# 2 month old nubian



## J-TRanch (Jan 31, 2014)

NW KS J-T Ranch Goats


----------



## kccjer (Jan 27, 2012)

No answers for you but I'll be watching this thread since we're thinking about breeding a couple to him. We're thinking Cinnamon, Chili (Cinn's girl from last year) and Fiona, our black headed one. Still debating on the tricolor doe...


----------



## ksalvagno (Oct 6, 2009)

Pretty girl!


----------



## kccjer (Jan 27, 2012)

Karen....it's a boy. LOL


----------



## ksalvagno (Oct 6, 2009)

Ok. Pretty boy!


----------



## kccjer (Jan 27, 2012)

Hehe


----------



## NubianFan (Jun 3, 2013)

I think he looks nice, I like his sturdy legs and thick body.
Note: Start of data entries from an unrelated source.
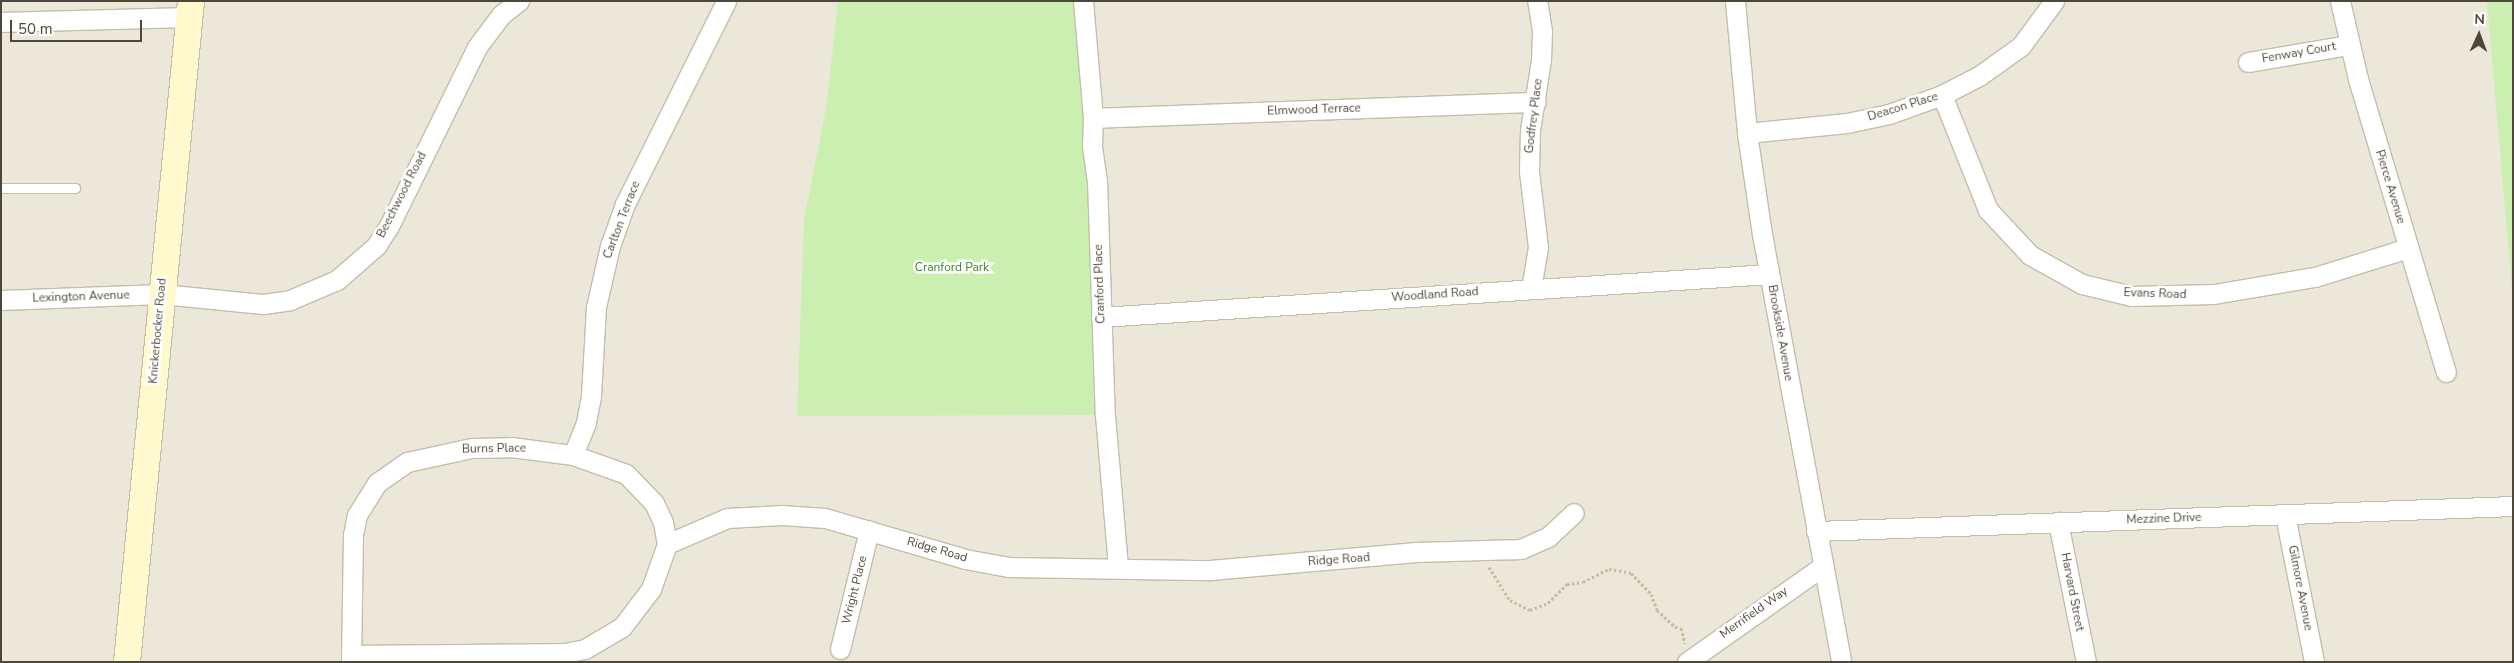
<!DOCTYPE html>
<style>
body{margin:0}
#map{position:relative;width:2514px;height:663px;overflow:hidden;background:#f7f5eb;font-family:"Nunito Sans",sans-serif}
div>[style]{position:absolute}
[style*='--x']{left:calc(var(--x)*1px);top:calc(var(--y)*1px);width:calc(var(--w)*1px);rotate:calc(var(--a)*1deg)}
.residential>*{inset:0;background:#ebe7d9;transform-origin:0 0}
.green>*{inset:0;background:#cbeeb1}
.path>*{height:3px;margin-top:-1.5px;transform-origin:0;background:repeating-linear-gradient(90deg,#c7bd9c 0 2.5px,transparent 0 5px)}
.roads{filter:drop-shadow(1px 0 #c3beac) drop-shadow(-1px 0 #c3beac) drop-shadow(0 1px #c3beac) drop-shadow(0 -1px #c3beac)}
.service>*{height:9px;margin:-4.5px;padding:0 4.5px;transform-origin:4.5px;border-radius:4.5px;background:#fff}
.minor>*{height:19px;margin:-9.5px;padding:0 9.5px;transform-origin:9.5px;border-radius:9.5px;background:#fff}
.secondary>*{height:26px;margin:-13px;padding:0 13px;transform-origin:13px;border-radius:13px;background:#fff9cd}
span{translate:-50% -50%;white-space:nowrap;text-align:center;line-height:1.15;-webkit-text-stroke:5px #fff;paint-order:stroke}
.street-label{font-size:12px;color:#4c4738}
.park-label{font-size:12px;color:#3d8524}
.frame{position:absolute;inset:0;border:2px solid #4c4738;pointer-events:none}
.north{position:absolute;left:2454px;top:10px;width:50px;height:50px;-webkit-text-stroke:4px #fff;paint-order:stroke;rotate:2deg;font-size:14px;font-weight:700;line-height:20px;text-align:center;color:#4c4738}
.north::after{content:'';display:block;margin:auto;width:18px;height:22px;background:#4c4738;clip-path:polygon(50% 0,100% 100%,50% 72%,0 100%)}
.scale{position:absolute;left:10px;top:20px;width:132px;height:22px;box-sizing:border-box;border:2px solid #4c4738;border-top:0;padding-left:6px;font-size:15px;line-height:18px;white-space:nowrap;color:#4c4738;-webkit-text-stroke:4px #fff;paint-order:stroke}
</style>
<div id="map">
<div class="residential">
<i style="left:1px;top:1px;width:2512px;height:661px"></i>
</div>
<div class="green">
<i style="clip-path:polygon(838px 1px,1083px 1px,1105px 415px,797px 416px,804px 221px,827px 103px)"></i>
<i style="clip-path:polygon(2487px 1px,2513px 1px,2513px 300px)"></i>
</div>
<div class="path">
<i style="--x:1489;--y:567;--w:39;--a:58"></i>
<i style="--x:1510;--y:600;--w:22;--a:27"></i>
<i style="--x:1530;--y:610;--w:19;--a:-21"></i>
<i style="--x:1548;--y:603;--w:27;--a:-45"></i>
<i style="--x:1567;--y:584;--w:16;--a:-7"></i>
<i style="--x:1583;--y:582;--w:29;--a:-27"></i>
<i style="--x:1609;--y:569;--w:22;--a:10"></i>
<i style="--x:1631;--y:573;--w:29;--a:46"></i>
<i style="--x:1651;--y:594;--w:17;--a:69"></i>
<i style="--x:1657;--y:610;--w:25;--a:43"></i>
<i style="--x:1675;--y:627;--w:6;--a:9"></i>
<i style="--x:1681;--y:628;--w:16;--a:75"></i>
</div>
<div class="roads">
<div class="service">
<i style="--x:1;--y:188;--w:74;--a:0"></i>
</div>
<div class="minor">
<i style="--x:1083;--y:1;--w:117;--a:85.1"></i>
<i style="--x:1093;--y:118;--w:28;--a:92"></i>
<i style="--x:1092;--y:146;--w:34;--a:82"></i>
<i style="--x:1097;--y:180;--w:235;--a:88.1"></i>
<i style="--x:1105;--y:415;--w:153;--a:85.1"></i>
<i style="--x:1735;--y:1;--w:133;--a:84.8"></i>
<i style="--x:1747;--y:133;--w:102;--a:81.6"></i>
<i style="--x:1762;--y:234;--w:435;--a:79.5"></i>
<i style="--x:2340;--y:1;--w:80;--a:77"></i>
<i style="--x:2358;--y:79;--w:306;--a:73.3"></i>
<i style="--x:1;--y:22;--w:188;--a:-1.5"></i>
<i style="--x:2248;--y:62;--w:102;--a:-9.6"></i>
<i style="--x:1942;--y:95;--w:124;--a:68.2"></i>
<i style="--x:1988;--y:210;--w:62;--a:47"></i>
<i style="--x:2030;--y:255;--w:60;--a:29.1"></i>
<i style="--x:2082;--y:284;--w:51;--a:13.5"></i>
<i style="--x:2132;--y:296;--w:82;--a:-1.4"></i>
<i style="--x:2214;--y:294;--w:102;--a:-9.6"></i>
<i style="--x:2315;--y:277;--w:97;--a:-17.3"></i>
<i style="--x:1093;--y:118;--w:443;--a:-2.1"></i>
<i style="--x:1747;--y:133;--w:100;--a:-5.7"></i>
<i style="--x:1847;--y:123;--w:43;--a:-12.1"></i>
<i style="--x:1889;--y:114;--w:56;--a:-19.7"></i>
<i style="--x:1942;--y:95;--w:42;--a:-27.2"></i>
<i style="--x:1979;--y:76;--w:52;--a:-35.5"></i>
<i style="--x:2021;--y:46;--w:56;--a:-53.7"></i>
<i style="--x:1531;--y:289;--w:43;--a:-80.5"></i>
<i style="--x:1538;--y:247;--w:77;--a:-96.8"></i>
<i style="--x:1529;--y:171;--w:41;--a:-88.6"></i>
<i style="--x:1530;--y:130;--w:71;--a:-81.1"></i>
<i style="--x:1541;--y:60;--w:29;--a:-88"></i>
<i style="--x:1542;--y:31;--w:30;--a:-99"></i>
<i style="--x:1;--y:300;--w:161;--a:-2.1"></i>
<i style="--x:162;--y:294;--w:101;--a:5.7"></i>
<i style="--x:263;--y:304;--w:27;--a:-8"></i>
<i style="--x:290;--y:300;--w:51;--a:-23.1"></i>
<i style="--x:337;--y:280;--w:52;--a:-41.1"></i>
<i style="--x:376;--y:246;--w:24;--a:-57"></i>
<i style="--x:389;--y:226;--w:199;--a:-63.8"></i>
<i style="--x:477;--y:47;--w:40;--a:-53"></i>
<i style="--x:501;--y:15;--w:23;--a:-38"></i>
<i style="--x:1101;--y:317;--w:669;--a:-3.68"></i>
<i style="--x:573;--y:455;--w:35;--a:-68"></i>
<i style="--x:586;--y:422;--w:26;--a:-79"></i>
<i style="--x:591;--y:396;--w:89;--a:-86.8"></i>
<i style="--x:596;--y:307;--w:63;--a:-77.1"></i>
<i style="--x:610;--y:246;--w:45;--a:-70.3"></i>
<i style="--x:625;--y:204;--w:227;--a:-63.5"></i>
<i style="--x:2285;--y:515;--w:150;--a:78.8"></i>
<i style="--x:2058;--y:522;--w:143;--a:78.7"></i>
<i style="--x:1816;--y:531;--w:697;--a:-2.05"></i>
<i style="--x:667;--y:544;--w:65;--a:-23.4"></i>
<i style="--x:727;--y:518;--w:55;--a:-3.1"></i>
<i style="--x:782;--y:515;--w:43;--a:4"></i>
<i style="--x:825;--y:518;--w:146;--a:16.3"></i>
<i style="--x:965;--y:559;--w:45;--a:10.3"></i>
<i style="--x:1009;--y:567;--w:201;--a:0.9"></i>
<i style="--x:1210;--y:570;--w:207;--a:-5"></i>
<i style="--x:1416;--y:552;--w:105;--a:-1.6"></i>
<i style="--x:1521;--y:549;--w:30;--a:-24"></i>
<i style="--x:1548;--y:537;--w:35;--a:-43"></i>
<i style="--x:840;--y:649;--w:122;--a:-76.3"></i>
<i style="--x:351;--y:662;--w:127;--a:-89.1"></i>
<i style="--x:353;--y:535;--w:20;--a:-79"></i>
<i style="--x:357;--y:515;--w:38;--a:-58"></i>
<i style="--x:377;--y:483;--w:37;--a:-35"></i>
<i style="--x:407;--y:462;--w:66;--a:-12.2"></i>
<i style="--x:472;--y:448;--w:39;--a:-1"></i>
<i style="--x:511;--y:447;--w:63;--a:7.4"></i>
<i style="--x:573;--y:455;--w:56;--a:19.7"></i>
<i style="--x:626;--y:474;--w:40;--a:46"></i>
<i style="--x:654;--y:503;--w:21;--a:65"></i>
<i style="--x:663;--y:522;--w:22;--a:80"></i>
<i style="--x:667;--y:544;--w:48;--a:109.6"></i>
<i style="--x:651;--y:589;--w:48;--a:127.3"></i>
<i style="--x:622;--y:627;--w:43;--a:149.3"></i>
<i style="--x:585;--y:649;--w:21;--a:169"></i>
<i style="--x:564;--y:653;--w:212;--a:179.5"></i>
<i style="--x:1687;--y:662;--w:166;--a:-35.2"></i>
</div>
<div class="secondary">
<i style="--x:127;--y:662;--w:664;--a:-84.47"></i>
</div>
</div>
<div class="street-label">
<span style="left:2299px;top:53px;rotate:-10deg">Fenway Court</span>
<span style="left:1903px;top:107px;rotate:-17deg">Deacon Place</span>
<span style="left:1314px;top:110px;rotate:-2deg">Elmwood Terrace</span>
<span style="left:1534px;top:116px;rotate:-83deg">Godfrey Place</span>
<span style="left:2390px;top:187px;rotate:73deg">Pierce Avenue</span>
<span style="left:402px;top:195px;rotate:-63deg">Beechwood Road</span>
<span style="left:622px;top:220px;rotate:-69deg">Carlton Terrace</span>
<span style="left:1100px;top:284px;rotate:-92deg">Cranford Place</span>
<span style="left:2155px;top:294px;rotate:2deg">Evans Road</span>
<span style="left:1435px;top:295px;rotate:-4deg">Woodland Road</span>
<span style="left:81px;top:297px;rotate:-2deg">Lexington Avenue</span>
<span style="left:158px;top:331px;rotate:-85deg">Knickerbocker Road</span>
<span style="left:1780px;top:333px;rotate:80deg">Brookside Avenue</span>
<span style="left:494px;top:449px;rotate:-1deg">Burns Place</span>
<span style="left:2164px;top:519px;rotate:-2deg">Mezzine Drive</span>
<span style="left:937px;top:550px;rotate:16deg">Ridge Road</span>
<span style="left:1339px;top:560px;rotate:-4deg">Ridge Road</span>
<span style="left:2300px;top:588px;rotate:79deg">Gilmore Avenue</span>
<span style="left:855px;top:590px;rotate:-76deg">Wright Place</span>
<span style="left:2072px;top:592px;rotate:79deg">Harvard Street</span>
<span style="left:1754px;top:613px;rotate:-35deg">Merrifield Way</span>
</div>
<div class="park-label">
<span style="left:952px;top:268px">Cranford Park</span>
</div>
<div class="frame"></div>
<div class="north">N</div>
<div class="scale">50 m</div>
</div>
I don't see anything glaringly wrong. His top line looks fairly level from that pic, his neck ties in well, he looks to have adequate brisket. What's mama's udder like?


----------



## toth boer goats (Jul 20, 2008)

Nice


----------



## still (Mar 16, 2013)

Love him!!


----------



## J-TRanch (Jan 31, 2014)

Thank you everyone! And mommas udder is fantastic. Reason why I picked him for a sire. Conformationally correct she is.. And his sire.




NW KS J-T Ranch Dairy Goats


----------



## mininubes (May 13, 2014)

He's a handsome fellow!


----------